Otherwise the thread title should be changed to 80's elite vs 90's elite.
[QUOTE=Silverbullit][B]A more accurate comparison between decades would be to compare not only the elite players but the role/bench players too.[/B]
Otherwise the thread title should be changed to 80's elite vs 90's elite.[/QUOTE]
That would also go to the 80's.
Just look at the roster for the Lakers/Celtics in the 80's and compare it to the roster from the Bulls of the 90's. It's a no brainer. The Lakers/Celtics were deeper than the Bulls. The Lakers and Celtics were deep in every position while the Bulls never had an descent Center. Just compare Luc Longley/ Bill Cartwright to Kareem and Parish. It's no contest. Look at the bench for both teams the Lakers and Celtics had guys like Michael Cooper, Bob McAdoo, Mychal Thompson, Bill Walton, Scott Wedman, Gerald Henderson. While the Bulls had Steve Kerr, Bill Wennington, Toni Kukoc. There is no question the Lakers/Celtics were deeper.
[QUOTE=guy]So basically the rookies have to be responsible for over 2% of the league's production for the league to look like its getting better? Well that would never work cause rookies today aren't expected to do nearly as much as before because of the age they come in. I really don't think you can say the league is getting better or worse by judging what players are doing as rookies. Maybe by doing that for players who have played up to 3-4 years, but not just their first season.[/QUOTE]
You can look at it using only 25 year olds to 30 years and comparing their performace the followin year at 26 to 31. Doing this, you can exclude old guys and young players who have yet to hit their stride. The results are still the same. The stongest leagues were still in the mid 1980s and early 1960s. The weakest were still the mid 1970s pre merger and early 00s. The mid 1990 was about avearge.
[QUOTE=Chicago76]You can look at it using only 25 year olds to 30 years and comparing their performace the followin year at 26 to 31. Doing this, you can exclude old guys and young players who have yet to hit their stride. The results are still the same. The stongest leagues were still in the mid 1980s and early 1960s. The weakest were still the mid 1970s pre merger and early 00s. The mid 1990 was about avearge.[/QUOTE]

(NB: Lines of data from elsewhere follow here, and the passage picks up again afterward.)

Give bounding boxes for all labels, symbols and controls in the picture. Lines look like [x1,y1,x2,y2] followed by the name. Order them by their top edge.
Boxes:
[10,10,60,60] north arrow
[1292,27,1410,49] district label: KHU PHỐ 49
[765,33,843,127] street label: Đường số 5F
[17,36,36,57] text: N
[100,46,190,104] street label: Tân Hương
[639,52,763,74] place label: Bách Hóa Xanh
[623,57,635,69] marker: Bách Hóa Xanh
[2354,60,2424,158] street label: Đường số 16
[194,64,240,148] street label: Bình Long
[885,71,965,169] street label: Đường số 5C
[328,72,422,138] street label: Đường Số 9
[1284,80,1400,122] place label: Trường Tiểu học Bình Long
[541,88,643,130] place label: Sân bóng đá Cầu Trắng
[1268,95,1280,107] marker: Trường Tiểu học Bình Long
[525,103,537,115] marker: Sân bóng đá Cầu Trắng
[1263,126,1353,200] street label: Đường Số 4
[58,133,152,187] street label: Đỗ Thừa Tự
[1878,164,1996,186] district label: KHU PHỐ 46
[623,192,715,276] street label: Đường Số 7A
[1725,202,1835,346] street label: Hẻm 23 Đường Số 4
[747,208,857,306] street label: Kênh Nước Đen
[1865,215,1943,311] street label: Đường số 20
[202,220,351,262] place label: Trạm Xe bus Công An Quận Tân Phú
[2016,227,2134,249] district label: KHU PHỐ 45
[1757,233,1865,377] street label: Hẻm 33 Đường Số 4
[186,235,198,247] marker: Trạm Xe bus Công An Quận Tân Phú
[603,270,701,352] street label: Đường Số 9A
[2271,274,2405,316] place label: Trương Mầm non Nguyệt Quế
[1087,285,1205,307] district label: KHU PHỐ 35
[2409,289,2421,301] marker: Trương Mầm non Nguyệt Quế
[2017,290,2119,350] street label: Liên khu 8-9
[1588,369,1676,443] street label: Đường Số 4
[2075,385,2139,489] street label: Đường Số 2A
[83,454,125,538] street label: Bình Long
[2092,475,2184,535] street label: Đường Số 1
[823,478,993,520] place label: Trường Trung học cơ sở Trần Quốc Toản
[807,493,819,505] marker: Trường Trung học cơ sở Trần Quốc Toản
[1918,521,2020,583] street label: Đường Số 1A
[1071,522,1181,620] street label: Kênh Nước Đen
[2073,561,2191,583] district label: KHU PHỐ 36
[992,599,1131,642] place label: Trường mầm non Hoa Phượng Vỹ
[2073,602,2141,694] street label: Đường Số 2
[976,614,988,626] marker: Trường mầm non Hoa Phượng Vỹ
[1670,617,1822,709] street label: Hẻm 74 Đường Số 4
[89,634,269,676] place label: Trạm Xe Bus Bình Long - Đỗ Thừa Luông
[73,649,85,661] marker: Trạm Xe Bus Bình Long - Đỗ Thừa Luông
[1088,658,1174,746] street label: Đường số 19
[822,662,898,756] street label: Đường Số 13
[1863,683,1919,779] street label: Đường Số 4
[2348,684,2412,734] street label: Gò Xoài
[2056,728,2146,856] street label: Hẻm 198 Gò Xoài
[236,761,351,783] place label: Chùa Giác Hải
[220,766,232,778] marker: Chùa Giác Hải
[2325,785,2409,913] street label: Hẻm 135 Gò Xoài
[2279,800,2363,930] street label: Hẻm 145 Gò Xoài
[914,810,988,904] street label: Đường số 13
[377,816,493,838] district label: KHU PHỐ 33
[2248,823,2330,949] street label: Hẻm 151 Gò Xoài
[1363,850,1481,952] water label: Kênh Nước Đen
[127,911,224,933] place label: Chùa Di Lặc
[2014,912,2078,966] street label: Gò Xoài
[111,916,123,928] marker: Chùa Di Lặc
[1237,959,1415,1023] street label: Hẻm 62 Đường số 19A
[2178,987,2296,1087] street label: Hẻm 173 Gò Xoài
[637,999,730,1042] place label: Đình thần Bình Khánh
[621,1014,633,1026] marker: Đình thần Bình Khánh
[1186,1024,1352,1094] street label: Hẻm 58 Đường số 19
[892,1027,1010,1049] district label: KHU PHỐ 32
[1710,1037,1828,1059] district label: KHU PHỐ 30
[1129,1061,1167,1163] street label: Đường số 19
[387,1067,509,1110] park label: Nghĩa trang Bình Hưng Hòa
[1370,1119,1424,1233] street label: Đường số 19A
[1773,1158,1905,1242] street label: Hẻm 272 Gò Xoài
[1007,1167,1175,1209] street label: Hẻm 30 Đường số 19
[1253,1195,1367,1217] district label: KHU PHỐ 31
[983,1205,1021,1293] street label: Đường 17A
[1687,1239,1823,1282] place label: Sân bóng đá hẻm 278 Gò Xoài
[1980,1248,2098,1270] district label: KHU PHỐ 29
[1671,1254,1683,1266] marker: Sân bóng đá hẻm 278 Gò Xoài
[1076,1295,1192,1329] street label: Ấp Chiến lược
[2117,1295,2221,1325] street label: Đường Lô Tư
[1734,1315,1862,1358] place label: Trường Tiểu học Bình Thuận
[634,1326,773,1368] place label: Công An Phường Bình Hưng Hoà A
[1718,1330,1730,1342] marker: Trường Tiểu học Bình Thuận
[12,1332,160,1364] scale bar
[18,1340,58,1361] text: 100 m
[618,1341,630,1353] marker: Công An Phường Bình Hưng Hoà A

Maybe the leagues had the biggest improvements from the previous year, but I wouldn't say that thats an indicator that the league was strongest. For example, if you look at the early 60s, couldn't that have just been a result of an increase in black players? Wasn't it just before that the teams were purposefully not drafting black players until Red Auerbach changed that? Do you have a link to this?
[QUOTE=guy]Maybe the leagues had the biggest improvements from the previous year, but I wouldn't say that thats an indicator that the league was strongest. For example, if you look at the early 60s, couldn't that have just been a result of an increase in black players? Wasn't it just before that the teams were purposefully not drafting black players until Red Auerbach changed that? Do you have a link to this?[/QUOTE]
I dug for the link last night. The work might have been done by Rosenbaum or Dean Oliver--not sure. The jist of it is that you make the same comparison year over year and chain years together. 1960 prime players were compared to their prime + 1 year results in 1961. 1961 prime players were compared to their prime +1 year results in 1962, and so on, until you get to today. You can then standardize the ratios to come up with era comparisons. The jist of it follows:
Mid 1950s: the NBA was still in its infancy, few African Americans or non-east Coast players at this time. Rating of 80 or so.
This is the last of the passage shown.